Gather all lines from the material that contain the word "fabs".
(Source information begins)
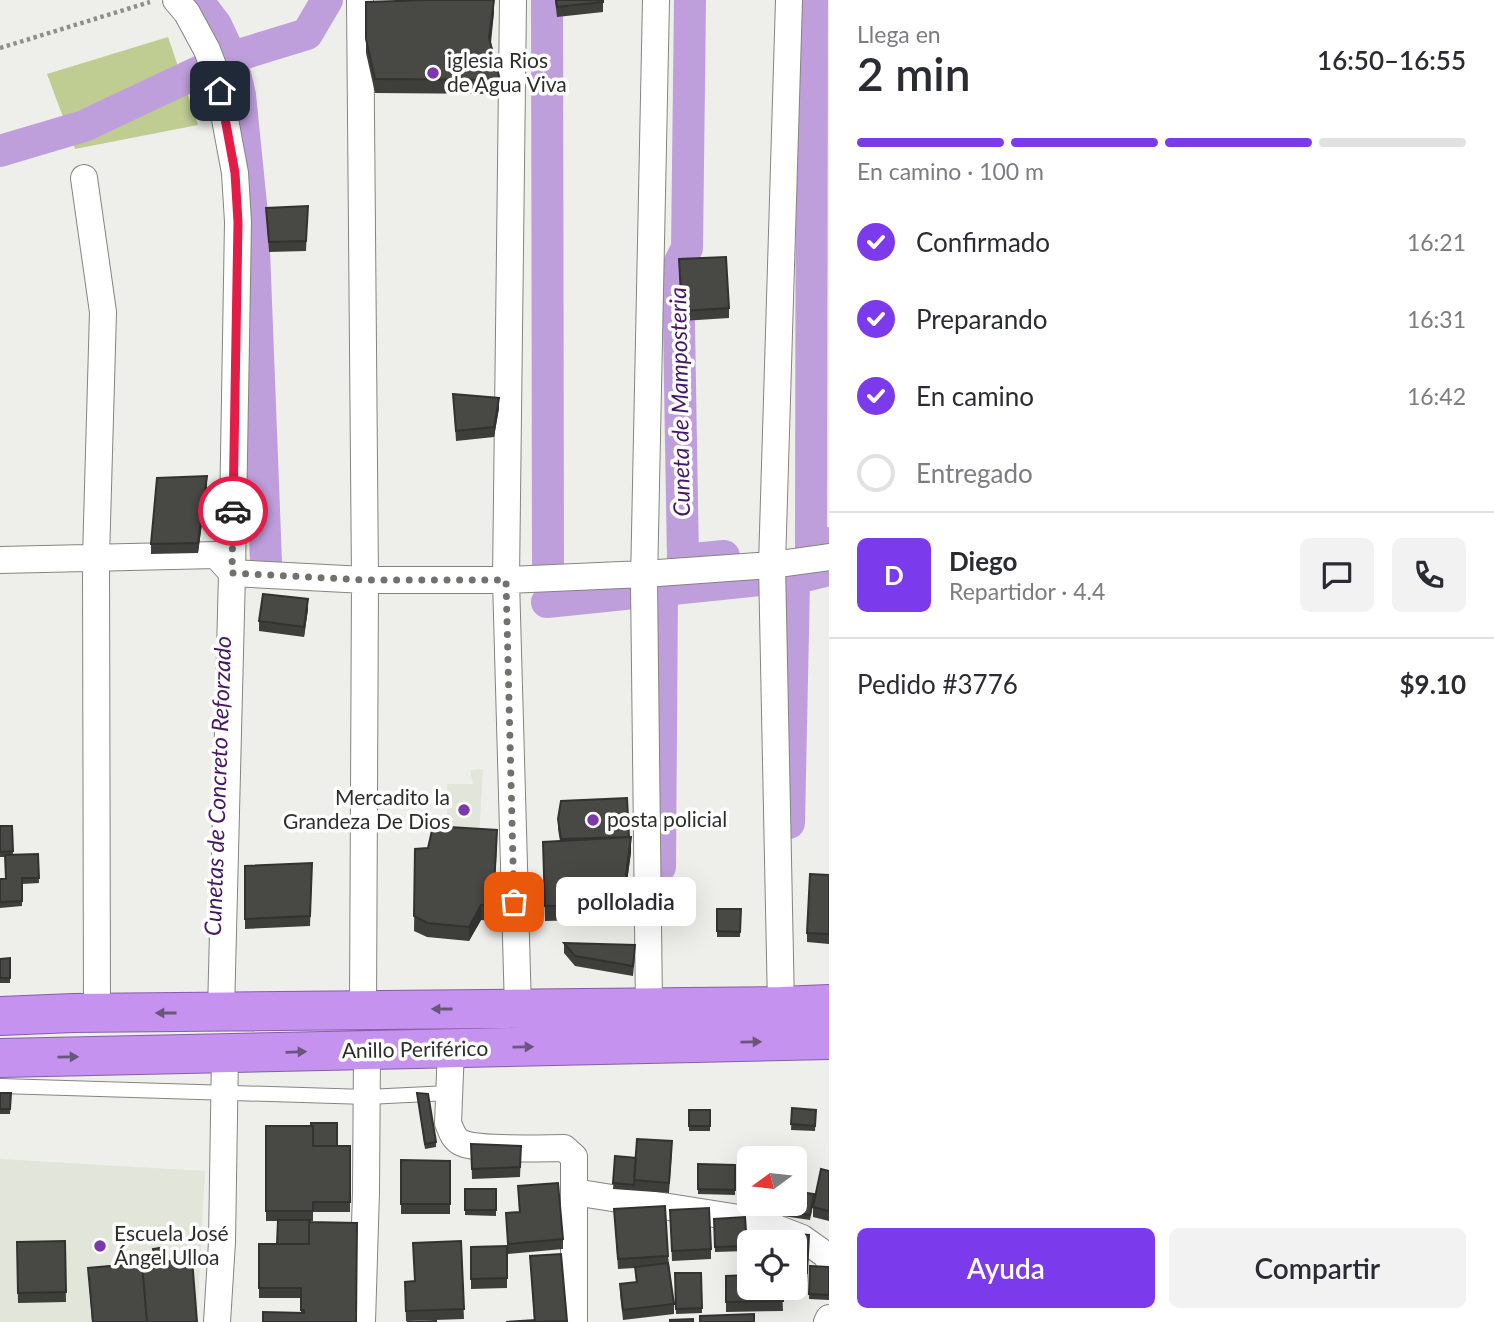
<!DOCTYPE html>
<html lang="es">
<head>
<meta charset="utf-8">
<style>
  body { margin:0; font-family:Lato,sans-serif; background:#f2f2f3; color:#2b2b33; height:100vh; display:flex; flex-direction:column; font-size:26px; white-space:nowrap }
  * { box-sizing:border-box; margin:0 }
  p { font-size:23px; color:#7c7c81 }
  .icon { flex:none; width:38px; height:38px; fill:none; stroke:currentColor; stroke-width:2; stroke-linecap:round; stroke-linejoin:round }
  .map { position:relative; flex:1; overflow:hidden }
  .details { display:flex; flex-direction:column; background:#fff; width:665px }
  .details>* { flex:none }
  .needle { width:46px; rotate:255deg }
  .fabs { position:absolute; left:737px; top:1146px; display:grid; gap:14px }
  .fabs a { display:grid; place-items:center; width:70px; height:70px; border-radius:10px; background:#fff; box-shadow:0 7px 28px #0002; font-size:35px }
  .pin { position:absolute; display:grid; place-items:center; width:60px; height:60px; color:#fff; margin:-30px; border-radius:14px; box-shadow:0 4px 10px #0006 }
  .courier { position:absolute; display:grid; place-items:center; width:70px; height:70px; margin:-35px; border:5px solid #e11d48; border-radius:50%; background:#fff; color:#222; box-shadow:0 2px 9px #0007 }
  .bubble { position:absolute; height:49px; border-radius:10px; background:#fff; box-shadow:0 7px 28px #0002; font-size:23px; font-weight:600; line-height:49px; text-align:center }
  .head em { font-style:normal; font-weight:600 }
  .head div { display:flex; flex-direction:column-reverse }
  .head { display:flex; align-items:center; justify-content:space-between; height:119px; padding:0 28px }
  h1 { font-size:46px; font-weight:600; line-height:52px }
  .bar { display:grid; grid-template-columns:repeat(4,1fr); gap:10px 7px; align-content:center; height:84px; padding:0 28px }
  .bar i { height:9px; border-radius:5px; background:#e1e1e2 }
  .bar .selected { background:#7c3aed }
  .bar p { grid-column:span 4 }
  .line { display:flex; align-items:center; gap:18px; padding:0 28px; border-top:2px solid #e1e1e2 }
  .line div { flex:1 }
  .round { display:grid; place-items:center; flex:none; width:74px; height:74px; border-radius:10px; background:#f2f2f3 }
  ol { padding:0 28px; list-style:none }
  li { display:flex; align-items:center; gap:21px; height:77px }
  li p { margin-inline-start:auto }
  li .icon { padding:7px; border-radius:50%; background:#7c3aed; color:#fff; stroke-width:4 }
  li:last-child { color:#7c7c81 }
  li i { width:38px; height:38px; border:4px solid #e1e1e2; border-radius:50% }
  .action { display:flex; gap:14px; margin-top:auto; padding:14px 28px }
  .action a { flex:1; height:80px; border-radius:10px; background:#7c3aed; color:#fff; font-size:28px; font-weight:600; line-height:80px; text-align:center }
  .action a+a { background:#f2f2f3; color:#2b2b33 }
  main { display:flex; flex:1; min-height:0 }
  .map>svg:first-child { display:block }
  .built { fill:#e2e5d9 }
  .green { fill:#c0cd92 }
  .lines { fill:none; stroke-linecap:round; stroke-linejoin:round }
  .canal { stroke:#bf9edc; stroke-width:32 }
  .service-casing { stroke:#848581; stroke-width:16 }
  .minor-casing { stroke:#848581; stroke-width:28 }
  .trunk-casing { stroke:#875da9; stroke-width:40 }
  .path { stroke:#8e8f8c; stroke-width:4.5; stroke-dasharray:3.5 3.5; stroke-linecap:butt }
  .service { stroke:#fff; stroke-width:14 }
  .minor { stroke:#fff; stroke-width:26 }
  .trunk { stroke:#c692f0; stroke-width:38 }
  .wall { fill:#3e3f3b }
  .shaded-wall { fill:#323330 }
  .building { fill:#484945; stroke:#323330; stroke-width:2 }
  .oneway { fill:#6a567a }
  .done { stroke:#71726e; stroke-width:7; stroke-dasharray:0 12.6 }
  .route { stroke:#e11d48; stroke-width:9 }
  .poi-dot { fill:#7d38ac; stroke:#fff; stroke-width:2.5 }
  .labels { text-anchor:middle; stroke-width:7; stroke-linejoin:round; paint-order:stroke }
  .poi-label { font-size:21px; fill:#2d2e2c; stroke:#fff; text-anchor:start }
  .street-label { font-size:21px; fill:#2d2e2c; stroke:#fff }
  .water-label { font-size:23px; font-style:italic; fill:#441862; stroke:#fff }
</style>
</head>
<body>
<main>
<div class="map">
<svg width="829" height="1322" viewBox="0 0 829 1322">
  <rect width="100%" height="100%" fill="#eeefea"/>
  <path class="built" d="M 483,769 L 479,837 L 447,836 L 447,784 L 473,784 L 470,770 Z
    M 0,1159 L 205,1171 L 197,1322 L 0,1322 Z"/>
  <path class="green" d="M 168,37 L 198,125 L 75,149 L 47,74 Z"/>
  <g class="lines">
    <path class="canal" d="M 197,0 L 216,25 L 231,57 L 240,95 L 253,224 L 266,562
      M 547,0 L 548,563
      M 690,0 L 687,248 L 678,266 L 683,560 L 724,556
      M 812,0 L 811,547 L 829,543
      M 226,59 L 307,34 L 327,0
      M 0,151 L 84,126 L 207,68
      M 547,602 L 809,575 L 829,570
      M 789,823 L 794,583
      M 660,867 L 662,590"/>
    <defs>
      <path id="service" d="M 0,1086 L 367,1097 L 449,1093"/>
      <path id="minor" d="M 176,0 L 187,13 L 207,50 L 217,76 L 235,173 L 238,222 L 232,573 L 221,1012
        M 360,0 L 365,580 L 363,1009
        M 513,0 L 506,580 L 518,1009
        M 84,178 L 103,312 L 96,558 L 97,1013
        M 0,560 L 216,555 L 232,573 L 365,580 L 506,580 L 644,574 L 772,565 L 829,557
        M 781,1006 L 772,565 L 789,0
        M 649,1007 L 644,582 L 656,0
        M 451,1049 L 448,1123 C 451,1130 453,1138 460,1142 C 475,1151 543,1148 564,1148 L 574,1157 L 574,1322
        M 574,1192 L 758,1221 L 802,1238 L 826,1255 L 829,1261
        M 217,1322 L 222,1242 L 225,1054
        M 362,1322 L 366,1192 L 367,1050
        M 827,1322 L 829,1318"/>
      <path id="trunk" d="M 0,1016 L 73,1013 L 781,1006 L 829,1004
        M 0,1058 L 829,1040"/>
    </defs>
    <use href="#service" class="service-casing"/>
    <use href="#minor" class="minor-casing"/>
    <use href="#trunk" class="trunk-casing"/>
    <path class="path" d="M 0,48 L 150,2"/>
    <use href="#service" class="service"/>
    <use href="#minor" class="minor"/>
    <use href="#trunk" class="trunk"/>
  </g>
  <path class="wall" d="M 555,0 L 603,0 L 603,12 L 557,17 Z
    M 366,2 L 494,12 L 491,43 L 500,80 L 500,94 L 375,93 L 366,53 Z
    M 308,206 L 306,251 L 269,252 L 266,208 Z
    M 679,269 L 729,308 L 729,318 L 682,321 Z
    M 453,394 L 499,408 L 494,437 L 456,441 Z
    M 207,486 L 198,553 L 151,554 L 151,544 Z
    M 308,609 L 304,637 L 259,631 L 259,621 Z
    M 558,819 L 629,837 L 631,852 L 627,882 L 630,905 L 630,919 L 545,921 L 543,842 L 560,841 L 558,829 Z
    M 0,826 L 12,826 L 13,855 L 38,854 L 39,883 L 22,884 L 22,906 L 0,908 L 0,879 L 5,879 L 5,857 L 0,857 Z
    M 497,844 L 493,921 L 481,920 L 469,941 L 427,937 L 414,931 L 415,849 Z
    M 245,866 L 312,873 L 310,926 L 245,929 Z
    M 829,875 L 829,944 L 807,942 L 807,933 Z
    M 717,909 L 741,909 L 740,937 L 717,937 Z
    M 564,943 L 635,955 L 633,976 L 575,966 L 564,953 Z
    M 10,958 L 10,983 L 0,983 L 0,959 Z
    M 0,1093 L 11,1093 L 10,1114 L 0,1114 L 0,1146 Z
    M 417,1093 L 436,1142 L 436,1147 L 425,1149 Z
    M 792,1108 L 816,1110 L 815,1131 L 791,1130 Z
    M 689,1110 L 710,1110 L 710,1131 L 689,1131 Z
    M 266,1126 L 337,1146 L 350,1146 L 350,1212 L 313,1212 L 313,1221 L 310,1221 L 356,1322 L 301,1313 L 301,1298 L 259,1298 L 259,1244 L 277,1244 L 278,1221 L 266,1221 Z
    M 471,1144 L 521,1155 L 520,1177 L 472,1179 Z
    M 672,1151 L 669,1193 L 613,1189 L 615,1156 L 636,1158 Z
    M 401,1160 L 450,1161 L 450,1214 L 401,1214 Z
    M 698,1164 L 735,1165 L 735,1195 L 698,1194 Z
    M 745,1170 L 749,1170 L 749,1204 L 781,1204 L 781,1209 L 745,1208 Z
    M 829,1171 L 829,1221 L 813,1217 L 813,1207 Z
    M 518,1186 L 563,1239 L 563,1249 L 508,1254 L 506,1213 L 519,1212 Z
    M 465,1189 L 496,1189 L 496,1216 L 465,1215 Z
    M 814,1199 L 810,1220 L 783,1216 L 783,1211 Z
    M 614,1209 L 668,1256 L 674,1304 L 674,1314 L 623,1320 L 620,1294 L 620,1284 L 636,1282 L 635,1268 L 618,1269 Z
    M 670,1210 L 711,1249 L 711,1259 L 672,1261 Z
    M 745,1217 L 747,1251 L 715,1252 L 714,1219 Z
    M 65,1241 L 66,1302 L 18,1303 L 17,1242 Z
    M 461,1241 L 464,1319 L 406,1321 L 405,1282 L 415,1281 Z
    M 794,1242 L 809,1245 L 807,1283 L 794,1282 Z
    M 507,1246 L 507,1288 L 471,1289 L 471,1247 Z
    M 153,1249 L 162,1262 L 197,1322 L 92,1322 L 88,1268 L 155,1263 Z
    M 561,1254 L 567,1322 L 506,1322 L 534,1320 L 530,1256 Z
    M 810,1266 L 829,1267 L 829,1300 L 809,1299 Z
    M 675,1273 L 701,1273 L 702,1313 L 676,1314 Z
    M 726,1276 L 782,1288 L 783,1311 L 726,1312 Z"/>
  <path class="shaded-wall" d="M 494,0 L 494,12 L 489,52 L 489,38 Z
    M 499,398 L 499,408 L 494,437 L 494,427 Z
    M 207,476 L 207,486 L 198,553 L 198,543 Z
    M 308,599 L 308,609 L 304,637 L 304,627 Z
    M 631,837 L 631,852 L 626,889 L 626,874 Z
    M 481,905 L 481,920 L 469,941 L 469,927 Z"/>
  <path class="building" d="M 427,0 L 494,0 L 489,38 L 500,80 L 375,79 L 366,39 L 366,2 Z
    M 556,0 L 603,0 L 603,2 L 557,7 Z
    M 308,206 L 306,241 L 269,242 L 266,208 Z
    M 726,257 L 729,308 L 682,311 L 679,259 Z
    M 453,394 L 499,398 L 494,427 L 456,431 Z
    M 207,476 L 198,543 L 151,544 L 157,478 Z
    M 263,594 L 308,599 L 304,627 L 259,621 Z
    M 627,798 L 629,837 L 561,839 L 558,819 L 561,801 Z
    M 0,826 L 12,826 L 13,851 L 0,852 Z
    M 433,826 L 497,830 L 493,906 L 481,905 L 469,927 L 427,923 L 414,916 L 415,849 L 428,848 Z
    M 631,837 L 626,874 L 630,905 L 545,906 L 543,842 Z
    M 38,854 L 39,878 L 22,878 L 22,901 L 0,902 L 0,879 L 6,879 L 5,855 Z
    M 312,863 L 310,916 L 245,919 L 245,866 Z
    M 810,874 L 829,875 L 829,934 L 807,933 Z
    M 717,909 L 741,909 L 740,932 L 717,931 Z
    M 564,943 L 635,945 L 633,966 L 575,956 Z
    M 10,958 L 10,978 L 0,978 L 0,959 Z
    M 0,1093 L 11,1093 L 10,1109 L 0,1109 Z
    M 417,1093 L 428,1094 L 436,1142 L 425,1144 Z
    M 792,1108 L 816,1110 L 815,1126 L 791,1124 Z
    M 689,1110 L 710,1110 L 710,1126 L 689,1126 Z
    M 311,1123 L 337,1123 L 337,1146 L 313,1146 L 313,1126 L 311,1126 Z
    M 266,1126 L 313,1126 L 313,1146 L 350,1146 L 350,1202 L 313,1202 L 313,1211 L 266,1211 Z
    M 637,1139 L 672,1141 L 669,1183 L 634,1180 Z
    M 471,1144 L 521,1146 L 520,1167 L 472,1169 Z
    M 615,1156 L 636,1158 L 634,1185 L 613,1183 Z
    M 401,1160 L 450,1161 L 450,1204 L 401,1204 Z
    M 698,1164 L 735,1165 L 735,1190 L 698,1189 Z
    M 821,1169 L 829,1171 L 829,1211 L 813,1207 Z
    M 745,1170 L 749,1170 L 749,1198 L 745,1198 Z
    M 558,1183 L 563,1239 L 508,1244 L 506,1213 L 520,1212 L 518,1186 Z
    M 465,1189 L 496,1189 L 496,1210 L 465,1210 Z
    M 794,1191 L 814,1194 L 810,1215 L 783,1211 L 784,1204 L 794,1204 Z
    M 665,1206 L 668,1256 L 618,1259 L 614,1209 Z
    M 709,1208 L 711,1249 L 672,1251 L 670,1210 Z
    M 745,1217 L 747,1246 L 715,1247 L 714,1219 Z
    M 278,1220 L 310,1220 L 310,1222 L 309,1222 L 309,1244 L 277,1244 Z
    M 309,1222 L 357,1223 L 356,1322 L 263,1322 L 263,1312 L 304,1313 L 304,1310 L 301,1310 L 301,1288 L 259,1288 L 259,1244 L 309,1244 Z
    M 783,1233 L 809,1235 L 807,1273 L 794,1272 L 794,1242 L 783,1242 Z
    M 65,1241 L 66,1292 L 18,1293 L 17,1242 Z
    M 461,1241 L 464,1309 L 406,1311 L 405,1282 L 415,1281 L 413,1243 Z
    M 507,1246 L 507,1278 L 471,1279 L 471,1247 Z
    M 160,1248 L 162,1262 L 156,1263 L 153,1249 Z
    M 561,1254 L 567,1321 L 535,1322 L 530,1256 Z
    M 192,1259 L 197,1322 L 147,1322 L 142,1264 Z
    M 142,1263 L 147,1322 L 93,1322 L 88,1268 Z
    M 668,1263 L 674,1304 L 623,1310 L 620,1284 L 637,1282 L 635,1267 Z
    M 810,1266 L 829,1267 L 829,1295 L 809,1294 Z
    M 675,1273 L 701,1273 L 702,1308 L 676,1309 Z
    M 749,1275 L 749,1288 L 782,1288 L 783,1301 L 726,1302 L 726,1276 Z
    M 754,1314 L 754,1322 L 700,1322 L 700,1316 Z
    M 693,1319 L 693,1322 L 670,1322 L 670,1320 Z
    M 535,1320 L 535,1322 L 506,1322 Z
    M 436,1321 L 436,1322 L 407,1322 Z"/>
  <defs><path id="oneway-solid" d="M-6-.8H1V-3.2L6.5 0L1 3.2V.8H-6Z" transform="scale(1.75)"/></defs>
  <g class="oneway">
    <use href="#oneway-solid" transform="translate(442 1009) rotate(180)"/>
    <use href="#oneway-solid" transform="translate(166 1013) rotate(180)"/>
    <use href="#oneway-solid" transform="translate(751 1042) rotate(-1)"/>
    <use href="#oneway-solid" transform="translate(523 1047) rotate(-1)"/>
    <use href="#oneway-solid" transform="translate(296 1052) rotate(-2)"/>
    <use href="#oneway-solid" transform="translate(68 1057) rotate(-1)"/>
  </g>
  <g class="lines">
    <path class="done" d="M 233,511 L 232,573 L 365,580 L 506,580 L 514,902"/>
    <path class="route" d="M 220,91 L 235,173 L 238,222 L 233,511"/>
  </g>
  <g class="poi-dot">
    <circle cx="433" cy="73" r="7"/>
    <circle cx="464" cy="810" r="7"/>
    <circle cx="593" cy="820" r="7"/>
    <circle cx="100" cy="1246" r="7"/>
  </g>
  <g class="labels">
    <g class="poi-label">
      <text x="447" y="68">iglesia Rios<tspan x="447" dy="24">de Agua Viva</tspan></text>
      <text x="450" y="805" text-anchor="end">Mercadito la<tspan x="450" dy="24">Grandeza De Dios</tspan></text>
      <text x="607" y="827">posta policial</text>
      <text x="114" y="1241">Escuela José<tspan x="114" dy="24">Ángel Ulloa</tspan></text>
    </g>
    <g class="street-label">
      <text transform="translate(415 1050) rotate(-1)" y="7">Anillo Periférico</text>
    </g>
    <g class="water-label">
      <text transform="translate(680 402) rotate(-91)" y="8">Cuneta de Mamposteria</text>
      <text transform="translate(218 786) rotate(-88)" y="8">Cunetas de Concreto Reforzado</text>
    </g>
  </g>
</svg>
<div class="fabs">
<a><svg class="needle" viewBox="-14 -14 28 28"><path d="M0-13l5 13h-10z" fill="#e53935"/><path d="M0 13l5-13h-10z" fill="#7c7c81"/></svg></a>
<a><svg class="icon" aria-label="locate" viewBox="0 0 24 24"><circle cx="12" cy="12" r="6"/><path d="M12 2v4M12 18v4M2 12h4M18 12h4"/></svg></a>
</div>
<div class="pin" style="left:514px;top:902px;background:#ea580c"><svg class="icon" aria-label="bag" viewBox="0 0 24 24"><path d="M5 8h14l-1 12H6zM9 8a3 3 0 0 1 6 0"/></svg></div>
<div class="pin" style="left:220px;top:91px;background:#1f2937"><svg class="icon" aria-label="home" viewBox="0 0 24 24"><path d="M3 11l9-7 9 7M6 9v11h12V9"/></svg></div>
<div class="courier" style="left:233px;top:511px"><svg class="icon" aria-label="car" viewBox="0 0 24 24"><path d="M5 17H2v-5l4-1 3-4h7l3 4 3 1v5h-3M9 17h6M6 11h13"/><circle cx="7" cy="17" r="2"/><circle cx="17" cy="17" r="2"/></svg></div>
<div class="bubble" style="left:556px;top:877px;width:140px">polloladia</div>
</div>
<section class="details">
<div class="head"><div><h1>2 min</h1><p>Llega en</p></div><em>16:50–16:55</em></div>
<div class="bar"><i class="selected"></i><i class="selected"></i><i class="selected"></i><i></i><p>En camino · 100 m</p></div>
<ol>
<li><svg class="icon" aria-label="check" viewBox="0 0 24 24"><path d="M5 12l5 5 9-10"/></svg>Confirmado<p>16:21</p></li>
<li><svg class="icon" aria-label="check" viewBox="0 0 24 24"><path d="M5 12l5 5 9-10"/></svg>Preparando<p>16:31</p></li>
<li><svg class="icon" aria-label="check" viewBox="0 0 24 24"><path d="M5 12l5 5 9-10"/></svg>En camino<p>16:42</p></li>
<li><i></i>Entregado</li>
</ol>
<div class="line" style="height:126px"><b class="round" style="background:#7c3aed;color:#fff">D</b><div><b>Diego</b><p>Repartidor · 4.4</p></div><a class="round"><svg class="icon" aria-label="chat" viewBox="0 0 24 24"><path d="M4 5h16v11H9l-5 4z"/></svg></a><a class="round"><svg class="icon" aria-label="phone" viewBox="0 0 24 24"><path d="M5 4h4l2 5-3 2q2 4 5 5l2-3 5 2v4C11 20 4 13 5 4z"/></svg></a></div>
<div class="line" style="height:91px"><div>Pedido #3776</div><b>$9.10</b></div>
<div class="action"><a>Ayuda</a><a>Compartir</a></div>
</section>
</main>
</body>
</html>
(Source information ends)
Task result:
  .fabs { position:absolute; left:737px; top:1146px; display:grid; gap:14px }
  .fabs a { display:grid; place-items:center; width:70px; height:70px; border-radius:10px; background:#fff; box-shadow:0 7px 28px #0002; font-size:35px }
<div class="fabs">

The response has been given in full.